La verdad que el dueño y su esposa no eran la familia más agradable del mundo, pero hasta ahora todo era cordial, este momento sólo fue un pequeño “volunto” que le dio al señor al pensar que había dado la dirección de la casa.

Al día siguiente abrí los ojos con el amanecer, mochila a la espalda, maillot y casco como atuendo. Despertarme a pedaladas, esa sensación tan grata que llevaba tanto sin experimentar volvía con el alba.

Es verdad que tenía que dar una gran vuelta al no poder pasar por el túnel sumergido que atravesaba la Bahía, pero no eran muchos kilómetros y con el GPS todo era fácil.

Ruta: La Habana – Playas del Este (35,1 km)

El camino fue plácido, apenas había tráfico. Durante el trayecto me encontré a dos ciclistas, casualmente uno de ellos era español y seguimos el trayecto juntos. Era un hombre de Zaragoza pero que actualmente vivía entre Cuba y Valencia. Pasaba el invierno peninsular en Cuba y el verano en Valencia, casi nada.

Había trabajado toda su vida en unas minas de carbón cerca de un pueblo de Teruel llamado Andorra. Lo prejubilaron con casi 50 años después de 30 años en las minas debido al cierre de éstas. Vino de viaje una vez a Cuba, se enamoró y desde su prejubilación vive así. La verdad que muy bien por él, 30 años en una mina son más que suficientes.

Rodé con ellos hasta mi destino, la Playa del Este más al este, en un pueblo cuyo nombre no me acuerdo y ni Google Maps quiere identificar.

En la primera playa que estuve, *disfruté del primer y único baño que tuve en la isla*, aunque parezca una locura, en 20 días que he estado en Cuba, sólo he ido uno a la playa, suficiente para mí si viajo solo.

Al salir de la playa para ir a visitar la siguiente, noté la rueda de la bicicleta desinflada, había salido sin parches ni nada, sólo una triste bomba de aire. Intenté inflarla pero no conseguí mucho, me puse a buscar una ponchera (taller) pero en ese pueblo no había, tenía que ir al siguiente.

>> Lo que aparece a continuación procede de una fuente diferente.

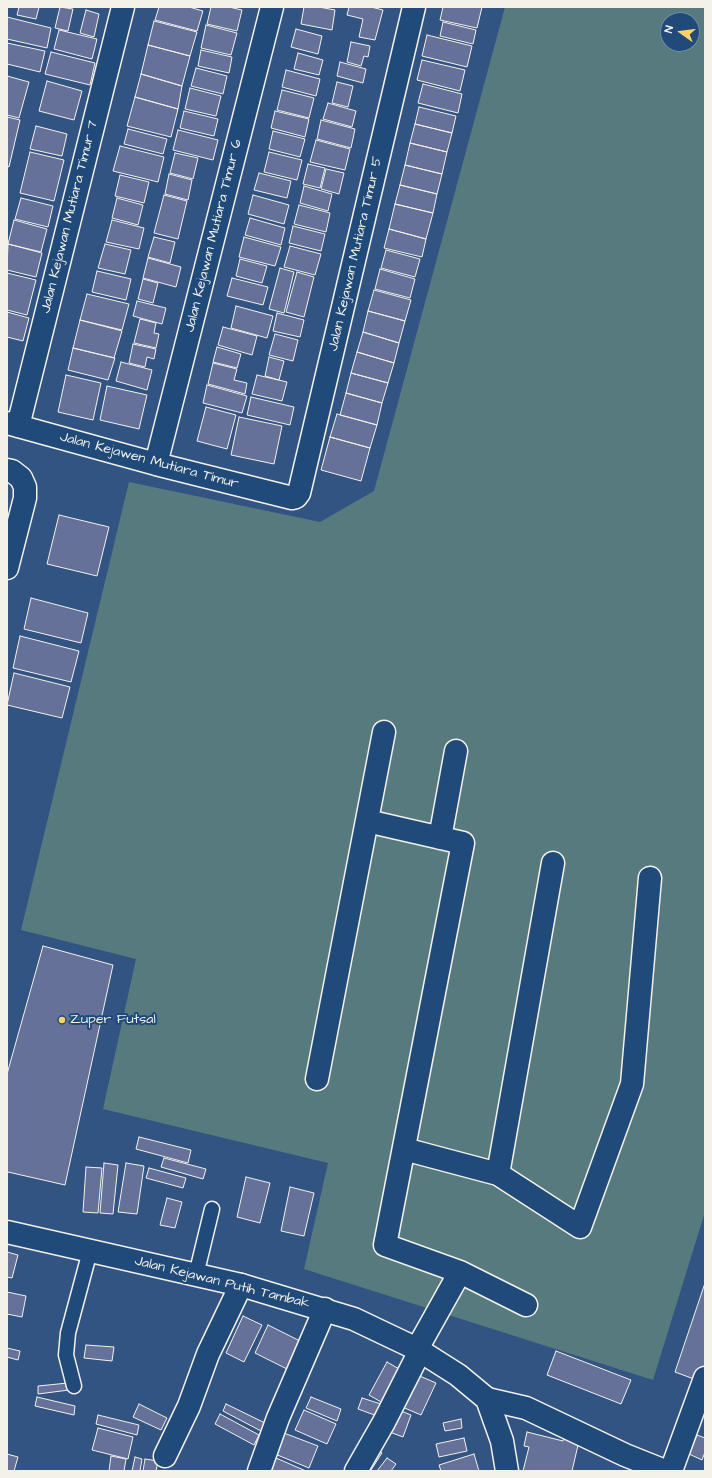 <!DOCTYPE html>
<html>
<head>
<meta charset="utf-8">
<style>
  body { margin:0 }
  #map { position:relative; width:712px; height:1478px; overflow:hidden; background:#325483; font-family:"Architects Daughter",sans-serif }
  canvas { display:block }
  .frame { position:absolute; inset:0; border:8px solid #f4f1e8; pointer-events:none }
  .north { position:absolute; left:660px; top:12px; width:40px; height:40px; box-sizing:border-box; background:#1f4a7a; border:1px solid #748da6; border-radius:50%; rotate:284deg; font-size:11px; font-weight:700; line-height:16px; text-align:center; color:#f4f1e8 }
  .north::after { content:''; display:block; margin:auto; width:14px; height:18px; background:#ffd166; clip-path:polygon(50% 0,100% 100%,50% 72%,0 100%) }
</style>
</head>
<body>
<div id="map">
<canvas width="712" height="1478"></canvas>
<div class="frame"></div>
<div class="north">N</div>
</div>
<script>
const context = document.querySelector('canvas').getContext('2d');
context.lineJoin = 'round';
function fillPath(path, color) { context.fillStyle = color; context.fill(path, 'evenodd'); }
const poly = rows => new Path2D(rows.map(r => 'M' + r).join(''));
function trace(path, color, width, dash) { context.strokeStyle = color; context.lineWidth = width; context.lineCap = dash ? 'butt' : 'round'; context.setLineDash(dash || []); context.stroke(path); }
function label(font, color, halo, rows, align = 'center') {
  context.font = font + ' "Architects Daughter",sans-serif'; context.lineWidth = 4; context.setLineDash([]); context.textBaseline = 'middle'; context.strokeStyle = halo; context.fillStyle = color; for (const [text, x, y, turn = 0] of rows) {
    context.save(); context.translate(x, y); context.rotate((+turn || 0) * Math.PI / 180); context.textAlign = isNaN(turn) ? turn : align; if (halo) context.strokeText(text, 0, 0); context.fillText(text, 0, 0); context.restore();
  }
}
fillPath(poly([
  [505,7,705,7,705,1212,653,1380,304,1269,328,1163,103,1109,136,959,21,930,129,482,320,522,374,491],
  [668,20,692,20,692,44,668,44]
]), '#577a7f');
const building = poly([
  [19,7,39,7,36,19,17,15,19,7],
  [60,7,73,9,68,31,55,28,60,7],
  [159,7,189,7,203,11,197,31,155,20,159,7],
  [211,7,229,7,242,10,237,31,207,24,211,7],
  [304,7,319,7,335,10,332,30,301,24,304,7],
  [349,7,371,7,383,10,375,40,359,37,363,19,347,15,349,7],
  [443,7,482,7,477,28,440,20,443,7],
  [86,10,99,14,94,37,80,33,86,10],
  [7,17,51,28,47,48,7,39,7,17],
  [154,21,197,32,190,56,148,45,154,21],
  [443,22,476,30,473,44,440,36,443,22],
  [206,25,237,33,231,55,201,48,206,25],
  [296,29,322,36,318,54,291,47,296,29],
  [59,30,97,39,92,59,54,49,59,30],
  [427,35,472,46,467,67,422,56,427,35],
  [351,42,370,46,368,57,364,56,361,66,347,62,351,42],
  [7,43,45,51,40,72,7,64,7,43],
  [148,45,190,56,182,86,141,74,148,45],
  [201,50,232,57,229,73,198,66,201,50],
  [51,52,95,63,90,85,45,74,51,52],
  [298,53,323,60,319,75,294,69,298,53],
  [422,60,465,70,460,91,417,80,422,60],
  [340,62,366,69,363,83,337,76,340,62],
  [196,68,227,76,223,94,191,86,196,68],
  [286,70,320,79,316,96,282,87,286,70],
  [141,74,182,86,178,109,135,97,141,74],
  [7,76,29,82,19,118,7,115,7,76],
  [47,81,82,91,74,120,39,111,47,81],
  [337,82,353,86,348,107,332,103,337,82],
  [423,84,462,94,458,113,418,103,423,84],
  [190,88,221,96,216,116,185,109,190,88],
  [282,90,314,98,309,118,277,110,282,90],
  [135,97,178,109,171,137,127,126,135,97],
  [328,103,356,111,352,127,323,119,328,103],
  [419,107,456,116,452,133,415,124,419,107],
  [184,111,218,119,214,136,180,128,184,111],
  [275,111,309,119,305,137,271,128,275,111],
  [7,117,20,120,9,167,7,166,7,117],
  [321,120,355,129,351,148,317,139,321,120],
  [415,124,452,133,447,152,410,143,415,124],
  [36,126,67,134,62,156,30,149,36,126],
  [128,129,167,139,163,154,124,144,128,129],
  [178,130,218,140,213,160,173,150,178,130],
  [273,131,305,139,300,157,269,149,273,131],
  [316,140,350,149,345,170,310,162,316,140],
  [410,143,447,152,442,174,405,165,410,143],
  [120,146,164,157,158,182,113,171,120,146],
  [30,152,64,160,54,201,20,193,30,152],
  [269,152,302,160,297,180,264,172,269,152],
  [175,153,198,158,193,179,170,173,175,153],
  [308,164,325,168,320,188,303,184,308,164],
  [405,165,442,174,437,194,400,185,405,165],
  [326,169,344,173,339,194,321,189,326,169],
  [259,173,291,181,287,198,254,190,259,173],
  [169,174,192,180,188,200,165,194,169,174],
  [120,175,149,182,144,203,115,196,120,175],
  [400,185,437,194,433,213,395,204,400,185],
  [304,186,332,194,328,211,300,203,304,186],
  [164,195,187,201,178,239,154,233,164,195],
  [253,195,289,205,284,224,248,214,253,195],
  [21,198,53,206,48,227,15,219,21,198],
  [117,198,143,205,138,225,112,218,117,198],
  [395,204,433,213,426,239,389,229,395,204],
  [299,205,330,213,326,232,294,224,299,205],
  [250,218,285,228,281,245,245,235,250,218],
  [14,220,47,229,41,252,8,244,14,220],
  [112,220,144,228,139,249,106,242,112,220],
  [293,226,325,234,321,251,289,243,293,226],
  [389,229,426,239,422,257,384,248,389,229],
  [154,237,175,242,170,263,148,257,154,237],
  [244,237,281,247,275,266,239,257,244,237],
  [8,244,42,253,36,277,7,270,8,244],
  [105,244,131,250,125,274,98,268,105,244],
  [290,246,321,254,315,275,284,267,290,246],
  [386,250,420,259,415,277,381,268,386,250],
  [148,258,181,267,176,287,143,278,148,258],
  [240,259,267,266,262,283,236,276,240,259],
  [280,268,294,272,284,313,269,309,280,268],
  [380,269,415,279,410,298,375,289,380,269],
  [97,271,131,279,126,300,92,292,97,271],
  [297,272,314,277,304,317,286,312,297,272],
  [7,273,36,280,27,315,7,310,7,273],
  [232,278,268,287,263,305,227,296,232,278],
  [143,279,158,283,153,303,138,299,143,279],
  [374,290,411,300,405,321,368,311,374,290],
  [87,294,129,304,122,330,80,320,87,294],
  [137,301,166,308,162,324,133,316,137,301],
  [236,306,273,316,267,338,231,328,236,306],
  [368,311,405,321,399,343,363,332,368,311],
  [7,312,29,318,23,341,7,337,7,312],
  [277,313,304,320,300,337,273,331,277,313],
  [140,319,156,323,154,333,159,334,156,348,134,343,140,319],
  [80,320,122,331,114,358,73,348,80,320],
  [223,327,257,336,252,355,218,345,223,327],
  [363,332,399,343,394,363,357,352,363,332],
  [275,334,298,340,293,361,269,355,275,334],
  [133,344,156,349,154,359,147,357,145,367,129,363,133,344],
  [217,347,241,354,237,368,213,362,217,347],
  [73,348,115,358,108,380,68,370,73,348],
  [357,352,394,363,388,383,351,373,357,352],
  [269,357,284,361,279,380,265,376,269,357],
  [121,362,152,370,147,390,116,381,121,362],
  [213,363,237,369,234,380,247,383,245,394,208,384,213,363],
  [351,373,388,383,382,403,346,393,351,373],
  [66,375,101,383,93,420,58,412,66,375],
  [257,375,287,382,282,401,252,394,257,375],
  [207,385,247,396,242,413,203,403,207,385],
  [107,386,147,395,139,429,100,420,107,386],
  [346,393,382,403,377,425,340,415,346,393],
  [251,397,294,407,290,425,247,415,251,397],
  [206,407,236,415,227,449,197,441,206,407],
  [337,414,377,425,370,448,330,437,337,414],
  [239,417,282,426,274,464,231,455,239,417],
  [330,437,370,448,361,481,321,470,330,437],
  [59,515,109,527,97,576,47,564,59,515],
  [31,598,88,613,81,643,24,629,31,598],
  [20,636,79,651,71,682,13,668,20,636],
  [14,673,70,687,62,718,7,705,14,673],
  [43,946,113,965,65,1185,8,1172,7,1175,7,1074,43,946],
  [139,1137,191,1150,188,1163,136,1149,139,1137],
  [164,1158,206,1169,203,1179,161,1167,164,1158],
  [104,1163,118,1165,113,1214,100,1213,104,1163],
  [126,1163,144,1166,137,1214,118,1212,126,1163],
  [86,1167,102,1168,98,1213,83,1212,86,1167],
  [149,1168,186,1178,183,1188,146,1178,149,1168],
  [246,1177,270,1183,260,1223,237,1217,246,1177],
  [290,1187,314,1193,304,1236,281,1231,290,1187],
  [167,1198,182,1202,175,1228,160,1225,167,1198],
  [7,1252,18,1255,12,1278,7,1277,7,1252],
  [705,1283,705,1372,702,1382,675,1372,705,1283],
  [7,1292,26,1296,22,1317,7,1314,7,1292],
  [243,1316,262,1325,244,1362,226,1353,243,1316],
  [268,1325,306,1344,293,1372,255,1353,268,1325],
  [86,1345,114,1347,112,1361,84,1358,86,1345],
  [7,1348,20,1351,18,1360,7,1357,7,1348],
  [556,1351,631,1380,621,1404,547,1375,556,1351],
  [387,1362,406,1373,388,1406,369,1395,387,1362],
  [415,1374,436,1383,421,1415,400,1406,415,1374],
  [68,1383,69,1390,38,1394,38,1386,68,1383],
  [37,1397,75,1406,74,1415,35,1406,37,1397],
  [311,1397,341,1409,337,1421,306,1408,311,1397],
  [362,1398,384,1405,380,1417,358,1409,362,1398],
  [139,1404,167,1418,161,1430,133,1417,139,1404],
  [226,1404,265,1423,261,1431,223,1411,226,1404],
  [396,1409,411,1415,403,1437,387,1431,396,1409],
  [304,1410,336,1424,327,1444,295,1430,304,1410],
  [220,1414,259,1435,254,1445,215,1424,220,1414],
  [98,1415,139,1425,137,1435,96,1424,98,1415],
  [461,1419,462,1428,445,1431,443,1423,461,1419],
  [98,1428,133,1437,128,1459,92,1450,98,1428],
  [527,1432,563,1441,564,1437,579,1441,572,1471,523,1471,529,1447,524,1446,527,1432],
  [284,1433,318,1446,309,1468,275,1454,284,1433],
  [697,1435,705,1438,705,1452,702,1460,689,1454,697,1435],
  [464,1438,467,1451,439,1457,436,1444,464,1438],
  [372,1446,382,1453,371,1470,360,1463,372,1446],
  [7,1454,18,1457,14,1471,7,1471,7,1454],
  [474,1454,479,1471,441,1471,439,1465,474,1454],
  [111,1456,126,1459,124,1471,109,1471,111,1456],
  [135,1457,142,1459,140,1471,132,1471,135,1457],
  [276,1458,306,1471,275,1471,270,1469,276,1458],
  [387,1458,396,1464,391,1471,377,1471,387,1458],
  [145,1459,158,1461,156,1471,143,1471,145,1459]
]);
fillPath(building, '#66719a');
trace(building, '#f4f1e8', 1);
const service = poly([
  [196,1275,212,1209],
  [74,1386,66,1355,68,1333,90,1251]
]);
const minor = poly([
  [7,423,156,464,292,498,296,497,299,493,414,7],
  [18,426,123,7],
  [156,464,272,7],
  [7,470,12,471,21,478,25,487,25,498,7,568],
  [367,821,463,843,385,1245,460,1272],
  [440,838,456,751],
  [317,1079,384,732],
  [404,1149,498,1174,580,1227,632,1084,650,878],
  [498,1174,553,863],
  [417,1349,460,1272,526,1305],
  [487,1399,526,1408,625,1455,665,1471],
  [165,1456,189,1406,208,1354,241,1285],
  [259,1471,278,1418,325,1309],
  [356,1471,384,1422,420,1351],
  [671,1471,705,1378]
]);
const tertiary = poly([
  [7,1232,241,1285,354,1319,417,1349,458,1375,487,1399,502,1441,507,1471]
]);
trace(service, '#f4f1e8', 17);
trace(minor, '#f4f1e8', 25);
trace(tertiary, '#f4f1e8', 25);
trace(service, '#1f4a7a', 14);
trace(minor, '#1f4a7a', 22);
trace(tertiary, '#1f4a7a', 22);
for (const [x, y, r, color] of [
  [62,1020,4,"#ffd166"]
]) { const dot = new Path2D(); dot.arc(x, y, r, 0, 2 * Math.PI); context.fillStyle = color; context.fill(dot); trace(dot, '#1f4a7a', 1.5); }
label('14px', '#f4f1e8', '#1f4a7a', [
  ["Jalan Kejawan Mutiara Timur 7",70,217,-76],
  ["Jalan Kejawan Mutiara Timur 6",214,236,-76],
  ["Jalan Kejawan Mutiara Timur 5",356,254,-77],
  ["Jalan Kejawen Mutiara Timur",149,461,15],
  ["Jalan Kejawan Putih Tambak",222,1283,14]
]);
label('14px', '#f4f1e8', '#1f4a7a', [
  ["Zuper Futsal",70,1020]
], 'left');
</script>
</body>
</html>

Por suerte en una gasolinera un señor echaba aire a las ruedas, no teníamos adaptador para mi bici, pero inventamos un utensilio que consiguió inflarla. Con este percance descarté visitar la otra playa, tenía que irme y apelar al azar para que me permitiese llegar a La Habana.

Así que volví a la carretera principal para rehacer el camino, pero al pasar por el desvío a la otra playa, no pude evitar la tentación de al menos, ir a verla. Me habían dicho que esta era la más bonita de las playas del este, así que me desvié y fui a verla. La verdad que fue una gran decisión, *la playa era realmente preciosa.*

No me paré demasiado para no tentar a la suerte, la rueda respondió y sin problemas pude realizar el viaje de vuelta a La Habana.

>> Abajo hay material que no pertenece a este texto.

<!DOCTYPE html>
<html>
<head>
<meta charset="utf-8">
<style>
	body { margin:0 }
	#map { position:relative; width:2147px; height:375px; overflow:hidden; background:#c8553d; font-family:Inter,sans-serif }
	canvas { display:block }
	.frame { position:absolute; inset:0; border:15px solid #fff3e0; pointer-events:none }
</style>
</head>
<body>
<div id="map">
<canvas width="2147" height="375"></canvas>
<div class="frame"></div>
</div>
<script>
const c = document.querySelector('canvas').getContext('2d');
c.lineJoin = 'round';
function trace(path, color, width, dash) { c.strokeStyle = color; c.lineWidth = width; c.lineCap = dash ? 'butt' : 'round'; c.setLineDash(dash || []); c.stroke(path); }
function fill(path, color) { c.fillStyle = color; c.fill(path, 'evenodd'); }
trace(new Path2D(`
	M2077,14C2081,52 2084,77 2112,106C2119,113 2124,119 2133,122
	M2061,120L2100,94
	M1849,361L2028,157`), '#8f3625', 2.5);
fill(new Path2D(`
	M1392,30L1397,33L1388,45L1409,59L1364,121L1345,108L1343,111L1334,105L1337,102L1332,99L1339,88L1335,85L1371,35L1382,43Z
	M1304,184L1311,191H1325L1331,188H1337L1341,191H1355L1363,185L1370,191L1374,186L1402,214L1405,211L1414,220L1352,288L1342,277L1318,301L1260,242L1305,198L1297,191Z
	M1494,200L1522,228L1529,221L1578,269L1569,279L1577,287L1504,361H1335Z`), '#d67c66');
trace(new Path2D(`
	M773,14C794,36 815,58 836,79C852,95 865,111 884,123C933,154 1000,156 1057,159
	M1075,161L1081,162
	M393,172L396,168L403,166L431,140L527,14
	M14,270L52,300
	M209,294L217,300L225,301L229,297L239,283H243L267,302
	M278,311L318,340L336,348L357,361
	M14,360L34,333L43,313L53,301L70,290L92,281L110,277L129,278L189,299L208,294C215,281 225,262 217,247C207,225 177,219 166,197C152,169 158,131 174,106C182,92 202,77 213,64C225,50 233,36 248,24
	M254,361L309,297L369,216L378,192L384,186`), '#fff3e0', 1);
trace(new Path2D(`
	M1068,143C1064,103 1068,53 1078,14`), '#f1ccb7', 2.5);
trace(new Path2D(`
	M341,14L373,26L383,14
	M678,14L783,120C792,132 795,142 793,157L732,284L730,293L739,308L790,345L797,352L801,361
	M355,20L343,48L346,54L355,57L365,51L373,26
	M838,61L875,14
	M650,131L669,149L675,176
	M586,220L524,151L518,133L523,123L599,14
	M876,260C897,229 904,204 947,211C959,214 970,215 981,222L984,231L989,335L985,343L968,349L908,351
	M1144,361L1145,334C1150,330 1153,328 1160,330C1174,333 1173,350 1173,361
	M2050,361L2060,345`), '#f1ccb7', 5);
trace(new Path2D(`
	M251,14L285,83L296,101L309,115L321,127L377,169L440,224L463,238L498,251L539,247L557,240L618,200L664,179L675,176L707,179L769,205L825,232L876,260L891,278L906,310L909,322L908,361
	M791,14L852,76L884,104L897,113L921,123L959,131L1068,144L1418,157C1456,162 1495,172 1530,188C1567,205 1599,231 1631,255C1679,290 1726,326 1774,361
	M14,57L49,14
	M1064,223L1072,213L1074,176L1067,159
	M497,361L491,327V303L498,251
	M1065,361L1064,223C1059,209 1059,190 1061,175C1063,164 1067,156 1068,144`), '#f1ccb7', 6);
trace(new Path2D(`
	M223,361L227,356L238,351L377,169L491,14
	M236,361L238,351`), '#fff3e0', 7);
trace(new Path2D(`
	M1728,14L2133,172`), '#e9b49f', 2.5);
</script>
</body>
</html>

Desde el momento en que volví a dejar la bicicleta en la tienda, hasta que aterricé de nuevo en Bogotá no pasó nada digno de mención, salvo el aprovisionamiento de cinco libros de autores de la URSS comprados en librerías estatales por unos 30 céntimos de euro cada uno, y la obtención del tan ansiado billete de tres pesos cubanos con la cara del Che. Reliquia que guardaré como oro en paño.

Publicado originalmente el 15/04/2017.